Ordinance No. 349-34 of the city of Columbus specified "natural gas" of a heat value above a prescribed minimum. In the case of Circleville Light  Power Co. v. Buckeye Gas Co.,69 Ohio St. 259, 270, 69 N.E. 436, 439, it was said that "manufactured gas * * * is a substance produced by human skill and art. Natural gas comes from the great laboratory of nature."
It is obvious that the gas furnished by the company *Page 487 
was not unadulterated natural gas, but a combination of natural gas and manufactured gas, not within the contemplation of the city of Columbus or the Columbus gas consumers. Furthermore, this hybrid product was created and distributed surreptitiously, without the knowledge or approval of the city, the users of the gas, or the Public Utilities Commission. Natural gas was called for and, under the circumstances, natural gas should have been supplied — not mixed gas. The company is solely responsible for its action and in our estimation is not entitled to the benefit of any expense incurred in obtaining these manufactured gases. All expenses so incurred should be wholly eliminated in the determination of a rate base.
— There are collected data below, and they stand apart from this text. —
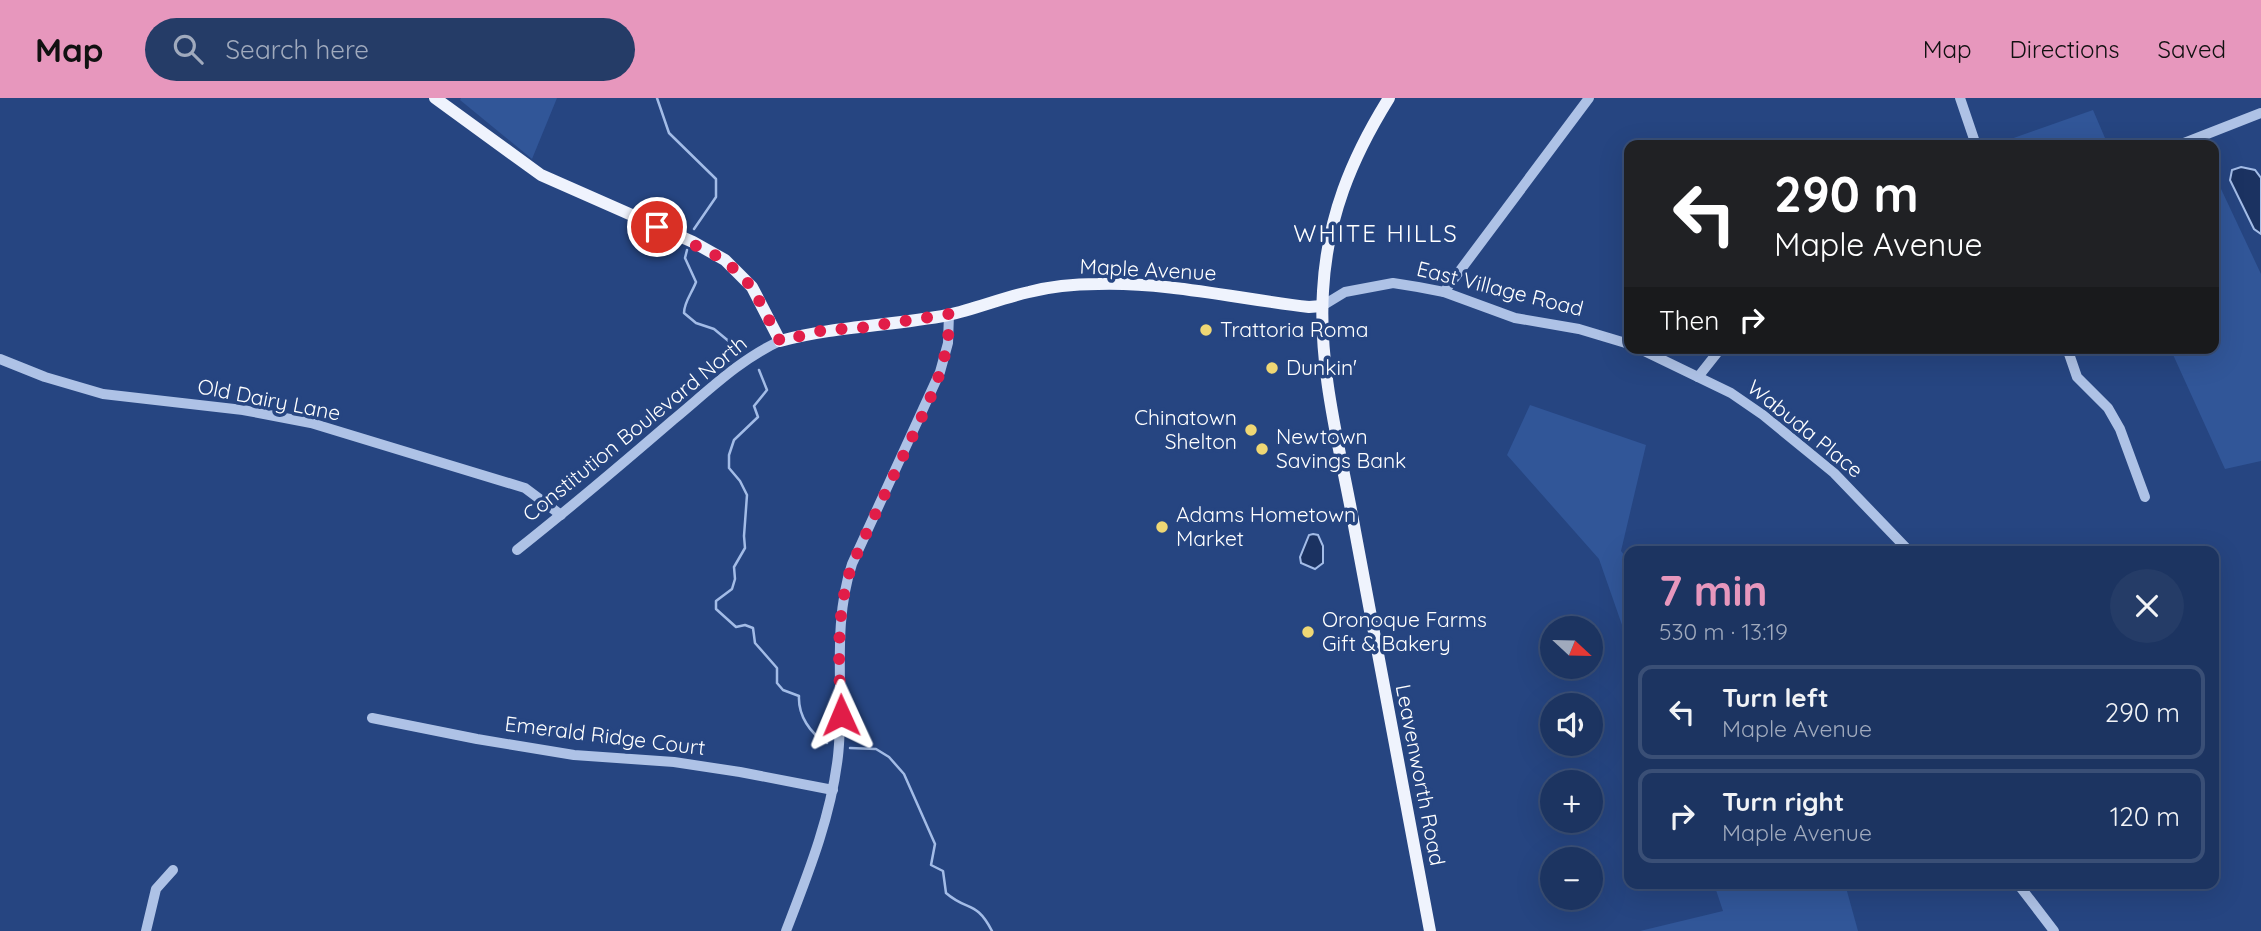 <!DOCTYPE html>
<html lang="en">
<head>
<meta charset="utf-8">
<style>
  :root { --surface:#1c3461; --page:#253c67; --text:#f1f3f6; --muted:#a0aabd; --line:#3a4f76; --accent:#e797bd }
  body { margin:0; font-family:Quicksand,sans-serif; background:var(--page); color:var(--text); height:100vh; display:flex; flex-direction:column; font-size:26px; white-space:nowrap }
  * { box-sizing:border-box; margin:0 }
  p { font-size:23px; color:var(--muted) }
  .icon { flex:none; width:38px; height:38px; fill:none; stroke:currentColor; stroke-width:2; stroke-linecap:round; stroke-linejoin:round }
  .map { position:relative; flex:1; overflow:hidden }
  .sheet { position:absolute; left:1624px; top:448px; width:595px; height:343px; display:flex; flex-direction:column; background:var(--surface); border-radius:14px; box-shadow:0 7px 28px #0002,0 0 0 2px var(--line) }
  .sheet>* { flex:none }
  .guide { position:absolute; left:1624px; top:42px; width:595px; height:214px; border-radius:14px; box-shadow:0 7px 28px #0002,0 0 0 2px var(--line); background:#202124; color:#fff; overflow:hidden }
  .needle { width:46px; rotate:112deg }
  .fabs { position:absolute; left:1540px; top:518px; display:grid; gap:14px }
  .fabs a { display:grid; place-items:center; width:63px; height:63px; border-radius:50%; background:var(--surface); box-shadow:0 7px 28px #0002,0 0 0 2px var(--line); font-size:35px }
  .pin { position:absolute; display:grid; place-items:center; width:60px; height:60px; color:#fff; margin:-30px; border:4px solid #fff; border-radius:50%; box-shadow:0 2px 7px #0007 }
  .me { position:absolute; width:77px; margin:-38px; rotate:359deg; stroke-linejoin:round; filter:drop-shadow(0 0 5px #0008) }
  .turn { display:flex; align-items:center; gap:24px; height:147px; padding:0 35px; font-size:32px }
  .turn .icon { width:91px; height:91px; stroke-width:2.5 }
  .turn b { display:block; font-size:49px; line-height:60px }
  .then { display:flex; align-items:center; height:66px; padding:0 35px; background:#0003; gap:14px; font-size:26px }
  .round { display:grid; place-items:center; flex:none; width:74px; height:74px; border-radius:37px; background:var(--page) }
  .overview { display:flex; align-items:center; justify-content:space-between; height:119px; padding:0 35px }
  h1 { font-size:42px; font-weight:800; line-height:52px; color:var(--accent) }
  ul { padding:0; list-style:none }
  li { display:flex; align-items:center; gap:21px; height:94px; margin:0 14px 10px; padding:0 21px; border:4px solid var(--line); border-radius:14px }
  li div { flex:1 }
  li b { display:block; font-size:26px }
  li em { font-style:normal }
  header { display:flex; align-items:center; gap:42px; box-sizing:border-box; height:98px; padding:0 35px; background:var(--accent); color:#111 }
  header strong { font-size:33px }
  nav { display:flex; gap:38px; margin-inline-start:auto; font-size:24px }
  .search { width:490px; height:63px; background:var(--page); display:flex; align-items:center; gap:18px; box-sizing:border-box; padding:0 24px; border-radius:38px; color:var(--muted); font-size:26px }
  .map>svg:first-child { display:block }
</style>
</head>
<body>
<header>
<strong>Map</strong>
<div class="search"><svg class="icon" aria-label="search" viewBox="0 0 24 24"><circle cx="10" cy="10" r="6"/><path d="M15 15l6 6"/></svg>Search here</div>
<nav><a>Map</a><a>Directions</a><a>Saved</a></nav>
</header>
<div class="map">
<svg width="2261" height="833" viewBox="0 0 2261 833">
  <rect width="100%" height="100%" fill="#264581"/>
  <g fill="#315698">
    <path d="M461 0H557L532 61 460 2Z"/>
    <path d="M2093 12 2108 47H1994Z"/>
    <path d="M2214 76 2261 176V363L2225 371 2170 250H2214V193L2216 191 2214 185Z"/>
    <path d="M1530 307 1646 347 1621 453 1629 463V547L1599 461 1507 357Z"/>
    <path d="M1714 786H1845L1858 833H1640L1723 813Z"/>
  </g>
  <g fill="#1b3261" stroke="#a3bce7" stroke-width="2">
    <path d="M2241 69 2255 72 2261 80V136L2254 131 2230 82 2232 72Z"/>
    <path d="M1313 436 1318 437 1323 448V465L1315 471 1301 465 1300 459 1309 437Z"/>
  </g>
  <g fill="none" stroke-linecap="round" stroke-linejoin="round">
    <g stroke="#a3bce7" stroke-width="2.5">
      <path d="M657 0 669 35 716 81V99L694 131"/>
      <path d="M687 152 685 160 696 184C692 195 684 204 684 215L696 225 714 231 737 250"/>
      <path d="M759 272 767 292 754 308 758 319 734 342 729 357V370L740 383 747 397 744 438 745 450 734 469 735 481 732 491 716 503V511L736 529 745 527 753 530 755 545 777 570V585L783 592 799 598C798 617 810 636 827 645"/>
      <path d="M850 650 876 651 889 659 904 676 935 746 931 767 943 773 946 795C968 814 976 802 992 833"/>
    </g>
    <g stroke="#aec2e6" stroke-width="10">
      <path d="M1960 0 1976 47"/>
      <path d="M2179 47 2261 15"/>
      <path d="M1444 194 1589 0"/>
      <path d="M1322 208 1345 194 1393 185 1418 189 1444 194 1515 220 1579 231 1629 246"/>
      <path d="M1638 250 1731 295 1763 317 1834 375 1909 453"/>
      <path d="M2067 250 2077 279 2108 310 2120 331 2145 399"/>
      <path d="M0 261 45 279 103 296 243 312 311 325 525 390 561 417"/>
      <path d="M1698 279 1721 250"/>
      <path d="M517 452C570 410 622 366 673 322 707 294 740 261 780 243"/>
      <path d="M372 620 477 641 574 657 674 664 740 674 833 692"/>
      <path d="M2018 786 2054 833"/>
      <path d="M146 833 156 791 173 772"/>
      <path d="M786 833C808 776 831 719 838 658 845 594 831 530 852 466L940 274 948 245 949 216"/>
    </g>
    <g stroke="#eff3fd" stroke-width="12">
      <path d="M435 0 541 77 693 144 725 162 752 189 780 243C835 228 892 228 948 217 975 211 1002 200 1029 194 1052 188 1075 186 1098 186 1169 184 1239 201 1309 209L1322 208"/>
      <path d="M1389 0C1351 61 1327 120 1323 193 1318 273 1341 354 1355 433 1380 566 1405 700 1430 833"/>
    </g>
  </g>
  <g fill="none" stroke-linecap="round" stroke-linejoin="round">
    <path stroke="#e11d48" stroke-width="12" stroke-dasharray="0 21.6" d="M657 129 725 162 752 189 780 243 828 231H853L949 216C951 266 925 311 905 354 887 391 869 429 852 467 835 516 839 566 841 617"/>
  </g>
  <g fill="#efd774" stroke="#264581" stroke-width="2.5">
    <circle cx="1206" cy="232" r="7"/>
    <circle cx="1272" cy="270" r="7"/>
    <circle cx="1251" cy="332" r="7"/>
    <circle cx="1262" cy="351" r="7"/>
    <circle cx="1162" cy="429" r="7"/>
    <circle cx="1308" cy="534" r="7"/>
  </g>
  <g text-anchor="middle" stroke-width="7" stroke-linejoin="round" paint-order="stroke">
    <g font-size="21" fill="#fff" stroke="#264581">
      <text transform="translate(1148 172) rotate(3)" y="7">Maple Avenue</text>
      <text transform="translate(1500 191) rotate(14)" y="7">East Village Road</text>
      <text transform="translate(269 302) rotate(11)" y="7">Old Dairy Lane</text>
      <text transform="translate(635 331) rotate(-39)" y="7">Constitution Boulevard North</text>
      <text transform="translate(1805 331) rotate(39)" y="7">Wabuda Place</text>
      <text transform="translate(605 638) rotate(7)" y="7">Emerald Ridge Court</text>
      <text transform="translate(1420 677) rotate(79)" y="7">Leavenworth Road</text>
    </g>
    <g font-size="21" fill="#fff" stroke="#264581" text-anchor="start">
      <text x="1220" y="239">Trattoria Roma</text>
      <text x="1286" y="277">Dunkin'</text>
      <text x="1237" y="327" text-anchor="end">Chinatown<tspan x="1237" dy="24">Shelton</tspan></text>
      <text x="1276" y="346">Newtown<tspan x="1276" dy="24">Savings Bank</tspan></text>
      <text x="1176" y="424">Adams Hometown<tspan x="1176" dy="24">Market</tspan></text>
      <text x="1322" y="529">Oronoque Farms<tspan x="1322" dy="24">Gift &amp; Bakery</tspan></text>
    </g>
    <g font-size="24" letter-spacing="2" fill="#fff" stroke="#264581">
      <text x="1376" y="144">WHITE HILLS</text>
    </g>
  </g>
</svg>
<div class="fabs">
<a><svg class="needle" viewBox="-14 -14 28 28"><path d="M0-13l5 13h-10z" fill="#e53935"/><path d="M0 13l5-13h-10z" fill="#a0aabd"/></svg></a>
<a><svg class="icon" aria-label="sound" viewBox="0 0 24 24"><path d="M4 9h4l5-4v14l-5-4H4zM17 9q2 3 0 6"/></svg></a>
<a>+</a>
<a>−</a>
</div>
<div class="pin" style="left:657px;top:129px;background:#d93025"><svg class="icon" aria-label="arrive" viewBox="0 0 24 24"><path d="M6 21V4h12l-3 4 3 4H6"/></svg></div>
<svg class="me" style="left:841px;top:617px" viewBox="-20 -20 40 40"><path d="M0-17L14 15 0 8-14 15z" fill="#e11d48" stroke="#fff" stroke-width="4"/></svg>
<div class="guide">
<div class="turn"><svg class="icon" aria-label="left" viewBox="0 0 24 24"><path d="M17 20v-9H6M10 6l-5 5 5 5"/></svg><div><b>290 m</b>Maple Avenue</div></div>
<div class="then">Then<svg class="icon" aria-label="right" viewBox="0 0 24 24"><path d="M7 20v-9h11M14 6l5 5-5 5"/></svg></div>
</div>
<section class="sheet">
<div class="overview"><div><h1>7 min</h1><p>530 m · 13:19</p></div><a class="round"><svg class="icon" aria-label="close" viewBox="0 0 24 24"><path d="M6 6l12 12M18 6L6 18"/></svg></a></div>
<ul>
<li><svg class="icon" aria-label="left" viewBox="0 0 24 24"><path d="M17 20v-9H6M10 6l-5 5 5 5"/></svg><div><b>Turn left</b><p>Maple Avenue</p></div><em>290 m</em></li>
<li><svg class="icon" aria-label="right" viewBox="0 0 24 24"><path d="M7 20v-9h11M14 6l5 5-5 5"/></svg><div><b>Turn right</b><p>Maple Avenue</p></div><em>120 m</em></li>
</ul>
</section>
</div>
</body>
</html>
In our opinion the most practical manner in which to handle the problem is to reverse the order of the Public Utilities Commission and remand the case, with instructions to fix a rate for the period in dispute on the basis of the natural gas supplied by the company, eliminating entirely from the computation any and all expenses of the company connected with the procurement and distribution of the manufactured inert and reformed gas. This may be done upon the existing record, with additional evidence if necessary.
We have examined and considered all other errors alleged by both complaining parties, and do not find the order of the commission unreasonable or unlawful except in the one particular discussed.
The order of the Public Utilities Commission is reversed and the case remanded for further proceedings as indicated herein.
Order reversed.
WEYGANDT, C.J., WILLIAMS, HART, ZIMMERMAN and BETTMAN, JJ., concur.